Data shown Block Start

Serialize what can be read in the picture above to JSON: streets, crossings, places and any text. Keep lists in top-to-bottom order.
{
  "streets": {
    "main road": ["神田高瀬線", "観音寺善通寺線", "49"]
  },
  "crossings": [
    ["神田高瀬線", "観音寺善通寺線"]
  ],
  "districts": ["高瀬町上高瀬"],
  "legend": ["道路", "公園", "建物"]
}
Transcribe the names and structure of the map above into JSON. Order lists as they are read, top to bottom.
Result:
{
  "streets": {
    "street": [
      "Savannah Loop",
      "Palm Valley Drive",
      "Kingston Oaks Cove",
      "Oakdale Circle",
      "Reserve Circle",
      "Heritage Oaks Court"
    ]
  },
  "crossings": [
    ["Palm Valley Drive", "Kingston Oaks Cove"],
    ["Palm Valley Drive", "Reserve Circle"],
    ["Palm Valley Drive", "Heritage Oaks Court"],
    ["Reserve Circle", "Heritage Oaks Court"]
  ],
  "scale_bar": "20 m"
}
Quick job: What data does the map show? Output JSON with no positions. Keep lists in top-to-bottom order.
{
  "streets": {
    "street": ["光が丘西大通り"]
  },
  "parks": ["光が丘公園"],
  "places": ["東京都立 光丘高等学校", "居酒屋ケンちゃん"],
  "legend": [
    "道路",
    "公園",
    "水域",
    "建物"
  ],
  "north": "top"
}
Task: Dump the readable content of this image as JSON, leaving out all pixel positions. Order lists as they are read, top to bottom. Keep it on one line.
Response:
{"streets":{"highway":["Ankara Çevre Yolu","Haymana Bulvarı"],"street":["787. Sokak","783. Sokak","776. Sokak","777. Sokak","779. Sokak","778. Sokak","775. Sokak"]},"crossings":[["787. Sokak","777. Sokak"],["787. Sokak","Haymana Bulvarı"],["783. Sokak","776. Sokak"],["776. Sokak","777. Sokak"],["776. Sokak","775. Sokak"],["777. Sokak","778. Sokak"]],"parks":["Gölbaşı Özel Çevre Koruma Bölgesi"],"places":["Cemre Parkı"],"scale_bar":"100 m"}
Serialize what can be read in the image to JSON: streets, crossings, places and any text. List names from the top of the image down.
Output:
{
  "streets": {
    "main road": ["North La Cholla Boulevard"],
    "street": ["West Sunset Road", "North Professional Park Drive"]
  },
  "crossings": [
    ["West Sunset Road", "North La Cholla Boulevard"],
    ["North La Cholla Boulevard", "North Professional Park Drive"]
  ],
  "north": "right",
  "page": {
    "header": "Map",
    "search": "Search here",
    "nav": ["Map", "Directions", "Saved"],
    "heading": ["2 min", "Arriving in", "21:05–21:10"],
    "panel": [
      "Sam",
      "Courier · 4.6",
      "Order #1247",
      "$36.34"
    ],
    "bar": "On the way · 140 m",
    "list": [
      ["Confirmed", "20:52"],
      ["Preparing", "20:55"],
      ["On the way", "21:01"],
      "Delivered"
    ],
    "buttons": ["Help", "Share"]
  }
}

Data shown Block End

* Task item
Quote exactly the stretch of lines above that starts at the first one and ends at the line with "Transcribe the names", and nothing beyond it.

* Result below
Serialize what can be read in the picture above to JSON: streets, crossings, places and any text. Keep lists in top-to-bottom order.
{
  "streets": {
    "main road": ["神田高瀬線", "観音寺善通寺線", "49"]
  },
  "crossings": [
    ["神田高瀬線", "観音寺善通寺線"]
  ],
  "districts": ["高瀬町上高瀬"],
  "legend": ["道路", "公園", "建物"]
}
Transcribe the names and structure of the map above into JSON. Order lists as they are read, top to bottom.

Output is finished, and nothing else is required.